We've got rectal bleeding.
What, all of you?

The `printf()` function  does not automatically add a new line - the newline character `\n` must be used to move to the next line. 

In [4]:
printf("We've got rectal bleeding.\n");
printf("What, all of you?");

We've got rectal bleeding.
What, all of you?

The `printf()` function uses a number of format specifiers to control the format of the output. These are used in the first parameter, which describes how the remaining parameters are to be formatted:
- `%d` - signed decimal (`int`)
- `%u` - unsigned decimal
- `%o`, `%x` - octal, hexadecimal
- `%l` - long integer (used to store numbers larger than 4 bytes, the limit for `int`). Must be combined with one of the specifiers above, e.g. `%ld`, `%lx`
- `%f` - floating point
- `%.nf` - floating point with `n` decimals
- `%e` - floating point in exponent form
- `%c`, `%s` - character, string

In [5]:
#include <stdio.h>
int main() {
    int a = -15;
    long b = 999999999999999999;
    float c = 3.14159;
    char d = 'f';
    char e[] = "lupus";
    
    printf("Signed int: %d\n", a);
    printf("Unsigned int: %u\n", a);
    printf("Octal: %o\n", a);
    printf("Long: %ld\n", b);
    printf("Float: %f\n", c);
    printf("Float (2d.p): %.2f\n", c);
    printf("Exponent: %e\n", c);
    printf("Char: %c\n", d);
    printf("String: %s\n", e);
    
    return 0;
}
main();

Signed int: -15
Unsigned int: 4294967281
Octal: 37777777761
Long: 999999999999999999
Float: 3.141590
Float (2d.p): 3.14
Exponent: 3.141590e+00
Char: f
String: lupus


### The function `return` statement
The `return` function is used to immediately exit a function, optionally sending a value back to the caller.

The return value from the `main()` function is special, with programs usually returning a zero value to indicate they have exited normally. 
If there is no `return` statement in the `main()` function, this generally will not cause a problem at compile-time (with the compiler assuming a return statement of `return 0;`).  

If the return value is of the wrong type, this may cause a warning at compile-time, or an error at run-time. 

## Compiling

![Compilation Stages](compiling.png)

### The C Pre-processor

The C pre-processor is a program that runs before compilation, modifying the source code according to the pre-processor directives. Such directives include `#define` e.g. `#define PI 3.14151` and `#include` e.g. `#include <stdio.h>`.

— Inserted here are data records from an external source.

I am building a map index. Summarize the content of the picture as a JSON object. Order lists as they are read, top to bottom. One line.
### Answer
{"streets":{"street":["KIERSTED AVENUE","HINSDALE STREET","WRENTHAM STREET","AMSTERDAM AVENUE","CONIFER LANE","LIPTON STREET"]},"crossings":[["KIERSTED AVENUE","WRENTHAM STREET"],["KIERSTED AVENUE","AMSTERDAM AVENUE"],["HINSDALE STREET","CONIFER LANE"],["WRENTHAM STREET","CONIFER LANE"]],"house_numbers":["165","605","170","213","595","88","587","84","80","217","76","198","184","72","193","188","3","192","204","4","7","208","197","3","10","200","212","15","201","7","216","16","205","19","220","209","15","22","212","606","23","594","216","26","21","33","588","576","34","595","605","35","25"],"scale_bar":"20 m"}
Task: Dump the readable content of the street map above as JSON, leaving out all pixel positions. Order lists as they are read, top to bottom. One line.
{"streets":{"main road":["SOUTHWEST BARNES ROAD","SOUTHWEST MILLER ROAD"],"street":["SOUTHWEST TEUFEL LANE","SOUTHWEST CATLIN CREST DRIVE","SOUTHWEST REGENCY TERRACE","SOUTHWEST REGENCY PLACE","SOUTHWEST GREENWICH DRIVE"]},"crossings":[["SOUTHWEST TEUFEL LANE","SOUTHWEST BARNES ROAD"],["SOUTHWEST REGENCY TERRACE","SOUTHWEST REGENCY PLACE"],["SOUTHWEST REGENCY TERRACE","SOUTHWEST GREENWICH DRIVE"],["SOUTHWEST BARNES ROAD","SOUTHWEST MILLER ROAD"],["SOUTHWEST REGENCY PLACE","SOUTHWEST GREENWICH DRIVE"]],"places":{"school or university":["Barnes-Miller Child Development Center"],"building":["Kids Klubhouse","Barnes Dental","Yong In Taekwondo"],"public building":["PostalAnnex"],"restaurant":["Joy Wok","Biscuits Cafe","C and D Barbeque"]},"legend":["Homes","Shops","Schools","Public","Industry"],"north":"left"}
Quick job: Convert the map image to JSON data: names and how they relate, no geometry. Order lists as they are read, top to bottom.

`#define` is used to define a macro, which is essentially a name for a value or a code snippet. The pre-processor replaces every occurence of the macro with its replacement text before the code is compiled.

When using `#include`:
- if `< >` are used, the system directory (`usr/include`)  is prioritised
- if `" "` are used, the current working directory is used
  - the appropriate delimiters should be used depending on the type of header file e.g. system or user-defined

#### Conditional compilation
Conditional compilation allows the compiler to include or skip parts of code depending on whether certain macros are defined. This can be very useful for debugging.

In [6]:
#include <stdio.h>

// Uncomment to enable debug mode
//#define DEBUG

int main() {
    printf("Program started\n");

#ifdef DEBUG
    printf("Debug mode is ON\n");
#else
    printf("Debug mode is OFF\n");
#endif
    return 0;
}
main();

Program started
Debug mode is OFF


In [7]:
#include <stdio.h>

// Comment to enable debug mode
#define DEBUG

int main() {
    printf("Program started\n");

#ifdef DEBUG
    printf("Debug mode is ON\n");
#else
    printf("Debug mode is OFF\n");
#endif
    return 0;
}
main();

Program started
Debug mode is ON


#### Parameterised macros 

A parameterised (function-like) macro accepts parameters and uses them in its replacement text. They act like inline functions, but the replacment is done textually by the pre-processor before compilation, preventing the need for actual function calls. 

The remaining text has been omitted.